I often struggle coming up with ideas for blog posts. Thank you Datazen again for another idea! After encountering the issue I posted earlier (link to post) when working with maps, I was very anxious to try to create a custom map. I started working on one with my brewery data. I ran into several bumps in the process so wanted to share with everyone.
I had collected several shapefiles through the years playing with spatial data. I began trying a few of them in Datazen but had a hard time finding any that worked. When I would select them, they would just hang and sit there. Some were very large so I suspected there was a size limit though there wasn’t anything in the documentation. In my testing I couldn’t get anything over 1MB to work. Later Chris Finlan said that the actual limit is 512 KB! Rather limiting but there is a potential workaround by using mapshaper.org to minimize the size.

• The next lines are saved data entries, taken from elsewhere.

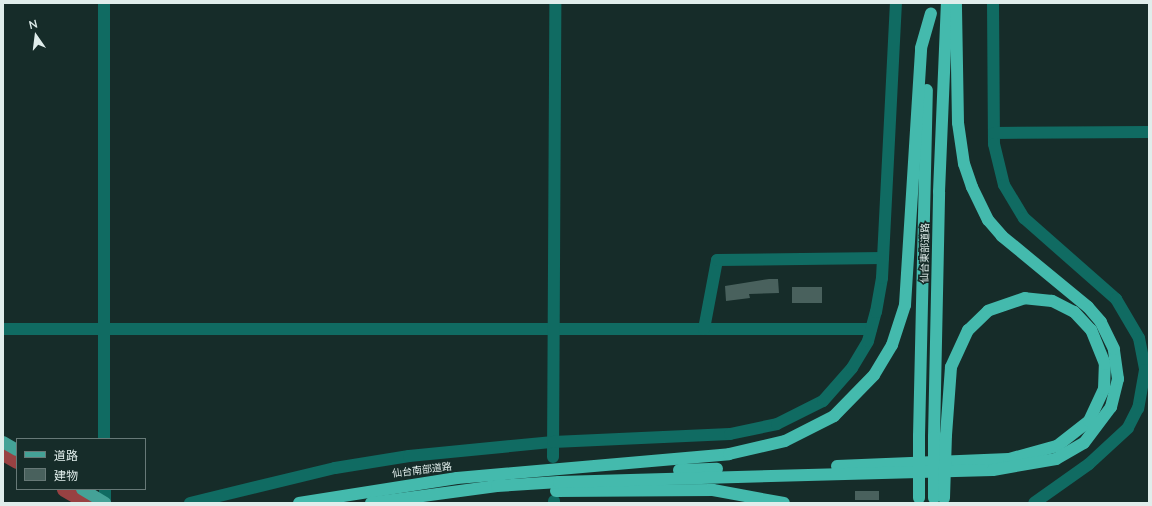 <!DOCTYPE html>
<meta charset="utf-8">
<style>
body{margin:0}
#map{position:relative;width:1152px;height:506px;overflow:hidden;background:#162c29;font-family:Lato,"Noto Sans JP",sans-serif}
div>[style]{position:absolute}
.river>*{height:15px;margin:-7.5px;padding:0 7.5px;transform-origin:7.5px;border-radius:7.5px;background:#984142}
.building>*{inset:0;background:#49615d;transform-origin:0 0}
.minor>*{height:12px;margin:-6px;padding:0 6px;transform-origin:6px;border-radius:6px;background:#106b62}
.major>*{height:12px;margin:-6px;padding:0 6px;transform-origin:6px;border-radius:6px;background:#44a297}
.highway>*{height:12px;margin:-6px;padding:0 6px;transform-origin:6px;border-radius:6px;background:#44baad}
.highway-bridge>*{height:12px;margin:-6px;padding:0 6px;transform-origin:6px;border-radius:6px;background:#44baad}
span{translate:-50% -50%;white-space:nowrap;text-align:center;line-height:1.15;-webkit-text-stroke:3.5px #162c29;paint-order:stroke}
.street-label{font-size:10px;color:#e0edeb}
.frame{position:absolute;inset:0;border:4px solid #e0edeb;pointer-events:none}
.legend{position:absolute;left:16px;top:438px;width:130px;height:52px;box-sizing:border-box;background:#162c29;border:1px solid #677977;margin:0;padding:5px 7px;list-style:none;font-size:12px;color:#e0edeb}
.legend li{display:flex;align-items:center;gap:8px;height:20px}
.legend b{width:20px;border:1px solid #677977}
.north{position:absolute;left:16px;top:16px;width:40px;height:40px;-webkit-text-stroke:3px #162c29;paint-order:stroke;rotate:346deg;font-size:11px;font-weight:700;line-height:16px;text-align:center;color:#e0edeb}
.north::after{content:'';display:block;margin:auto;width:14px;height:18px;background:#e0edeb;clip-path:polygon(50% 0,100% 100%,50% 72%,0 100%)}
</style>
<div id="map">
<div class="river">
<i style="left:3px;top:453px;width:16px;rotate:30deg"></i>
<i style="left:64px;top:489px;width:28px;rotate:30deg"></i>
</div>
<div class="building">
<i style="clip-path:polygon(769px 279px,778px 279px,779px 293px,749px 294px,750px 298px,726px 301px,725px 286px)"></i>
<i style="left:792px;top:287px;width:30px;height:16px"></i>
<i style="left:855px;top:491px;width:24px;height:9px"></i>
</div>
<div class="minor">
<i style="left:104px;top:3px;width:436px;rotate:90deg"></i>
<i style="left:993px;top:3px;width:141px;rotate:89.6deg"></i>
<i style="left:994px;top:144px;width:42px;rotate:76.3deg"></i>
<i style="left:1004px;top:185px;width:39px;rotate:59deg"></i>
<i style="left:1024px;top:218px;width:123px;rotate:41.4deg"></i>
<i style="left:1116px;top:299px;width:45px;rotate:59.5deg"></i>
<i style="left:1139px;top:338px;width:33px;rotate:79deg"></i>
<i style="left:1145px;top:370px;width:39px;rotate:100deg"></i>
<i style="left:1138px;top:408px;width:22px;rotate:117deg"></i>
<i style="left:1128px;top:428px;width:53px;rotate:137.3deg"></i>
<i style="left:1089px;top:464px;width:67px;rotate:144.7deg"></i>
<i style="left:994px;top:133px;width:155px;rotate:-0.4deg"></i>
<i style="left:3px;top:329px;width:868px"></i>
<i style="left:704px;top:329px;width:70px;rotate:-79.3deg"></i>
<i style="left:717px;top:260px;width:166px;rotate:-0.7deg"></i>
<i style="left:553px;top:457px;width:454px;rotate:-89.7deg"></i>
<i style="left:105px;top:489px;width:14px;rotate:90deg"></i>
<i style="left:190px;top:503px;width:149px;rotate:-13.6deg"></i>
<i style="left:335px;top:468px;width:75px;rotate:-9.2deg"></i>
<i style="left:409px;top:456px;width:145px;rotate:-5.6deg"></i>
<i style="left:553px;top:442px;width:177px;rotate:-2.6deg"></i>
<i style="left:730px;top:434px;width:48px;rotate:-12deg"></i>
<i style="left:777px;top:424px;width:51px;rotate:-26.6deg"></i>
<i style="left:823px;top:401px;width:44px;rotate:-48.7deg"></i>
<i style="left:852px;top:368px;width:31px;rotate:-59deg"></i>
<i style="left:868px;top:341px;width:30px;rotate:-75deg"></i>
<i style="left:876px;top:312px;width:35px;rotate:-80deg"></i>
<i style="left:882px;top:278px;width:275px;rotate:-87.1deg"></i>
<i style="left:554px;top:503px;width:2px;rotate:-90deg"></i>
</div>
<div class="major">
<i style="left:3px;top:442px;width:16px;rotate:30deg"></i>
<i style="left:82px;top:489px;width:27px;rotate:31deg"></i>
</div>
<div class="highway">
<i style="left:919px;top:436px;width:346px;rotate:-88.7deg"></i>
<i style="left:934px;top:437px;width:245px;rotate:-88.8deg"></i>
<i style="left:939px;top:192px;width:189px;rotate:-87.6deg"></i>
<i style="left:837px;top:466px;width:172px;rotate:-2.3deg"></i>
<i style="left:1009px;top:459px;width:50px;rotate:-15.2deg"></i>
<i style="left:1057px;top:446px;width:41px;rotate:-38deg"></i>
<i style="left:1089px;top:421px;width:35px;rotate:-65deg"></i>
<i style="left:1104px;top:389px;width:25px;rotate:-88deg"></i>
<i style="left:1105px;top:364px;width:37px;rotate:-112deg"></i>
<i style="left:1091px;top:330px;width:25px;rotate:-133deg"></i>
<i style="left:1074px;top:312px;width:25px;rotate:-153deg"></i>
<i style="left:1052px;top:301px;width:27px;rotate:-174deg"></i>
<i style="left:1025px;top:298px;width:39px;rotate:161deg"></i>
<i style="left:988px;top:311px;width:28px;rotate:136deg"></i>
<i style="left:968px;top:330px;width:41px;rotate:114.7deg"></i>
<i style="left:951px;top:367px;width:68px;rotate:94.2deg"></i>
<i style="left:679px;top:470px;width:38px;rotate:-2deg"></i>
<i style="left:556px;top:491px;width:157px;rotate:-0.4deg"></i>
<i style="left:713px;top:490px;width:72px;rotate:10.4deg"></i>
<i style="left:299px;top:503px;width:160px;rotate:-9deg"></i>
<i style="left:457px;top:478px;width:273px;rotate:-5deg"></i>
<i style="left:729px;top:454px;width:57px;rotate:-13.1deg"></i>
<i style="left:785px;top:441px;width:55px;rotate:-27deg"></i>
<i style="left:834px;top:416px;width:57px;rotate:-45.7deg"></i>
<i style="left:874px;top:375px;width:35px;rotate:-59deg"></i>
<i style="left:892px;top:345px;width:42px;rotate:-72deg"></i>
<i style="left:905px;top:305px;width:257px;rotate:-86.4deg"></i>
<i style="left:921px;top:48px;width:36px;rotate:-74deg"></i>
<i style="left:371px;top:503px;width:127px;rotate:-7.7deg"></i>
<i style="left:497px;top:486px;width:62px;rotate:-3.7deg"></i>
<i style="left:559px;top:482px;width:434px;rotate:-1.6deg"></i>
<i style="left:993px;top:470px;width:64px;rotate:-9.9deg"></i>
<i style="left:1056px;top:459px;width:32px;rotate:-30deg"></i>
<i style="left:1084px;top:443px;width:45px;rotate:-53.1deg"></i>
<i style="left:1111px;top:407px;width:29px;rotate:-76deg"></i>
<i style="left:1118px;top:379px;width:30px;rotate:-98deg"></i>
<i style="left:1114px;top:349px;width:30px;rotate:-116deg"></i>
<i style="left:1101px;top:322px;width:20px;rotate:-131deg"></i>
<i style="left:1088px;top:307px;width:112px;rotate:-140.5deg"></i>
<i style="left:1002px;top:236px;width:21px;rotate:-131deg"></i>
<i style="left:988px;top:220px;width:37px;rotate:-116deg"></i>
<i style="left:972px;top:187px;width:24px;rotate:-109deg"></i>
<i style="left:964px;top:164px;width:41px;rotate:-98.3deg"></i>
<i style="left:958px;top:123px;width:120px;rotate:-91deg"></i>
</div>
<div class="highway-bridge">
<i style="left:919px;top:498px;width:62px;rotate:-90deg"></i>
<i style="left:934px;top:498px;width:61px;rotate:-90deg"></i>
<i style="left:944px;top:498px;width:63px;rotate:-88.2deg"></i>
</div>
<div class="street-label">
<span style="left:925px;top:253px;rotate:-89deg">仙台東部道路</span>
<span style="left:422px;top:470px;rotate:-7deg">仙台南部道路</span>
</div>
<div class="frame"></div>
<ul class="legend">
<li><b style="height:5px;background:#44a297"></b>道路</li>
<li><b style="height:11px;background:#49615d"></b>建物</li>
</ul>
<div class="north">N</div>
</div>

Depending on what type of shapefile you are using it can distort your polygons potentially too much so that workaround only goes so far.
After getting the size issue nailed down, I continued on with my mission of getting my custom map working. Normally when you use shapefiles they contain a few files. Datazen uses the shp file and dbf file. The shp file contains the polygon information and details to draw the map. The dbf file contains the attributes about those shapes or the data you’ll need to tie to your own data. Below is a screenshot of my dbf file using DBF Viewer 2000 software (free trial then about $50 to purchase after 30 days at http://www.dbf2002.com/).
You can see it has a key field (ogr_fid) then zcta5ce10 which is actually field that contains zip code. The zcta5ce10 field is the key I needed to use to tie with my own data containing zip codes. When you use Datazen you can’t select the proper key, and as it turns out it must have the key as the first column in the dbf file! Crazy right?! Using the DBF Viewer 2000 software, I had move the column to be the first in the dbf file.
After a bit of head shaking I move on and at this point I was excited to see my custom map working! But wait, why is my data point not where I expect it to be? I was mapping zip codes of breweries in Indiana that have been rated on BeerAdvocate. There is unfortunately only one (though I’d argue that should be more) and it’s Three Floyds which is up near Chicago but the Datazen map wasn’t accurately showing it (see below).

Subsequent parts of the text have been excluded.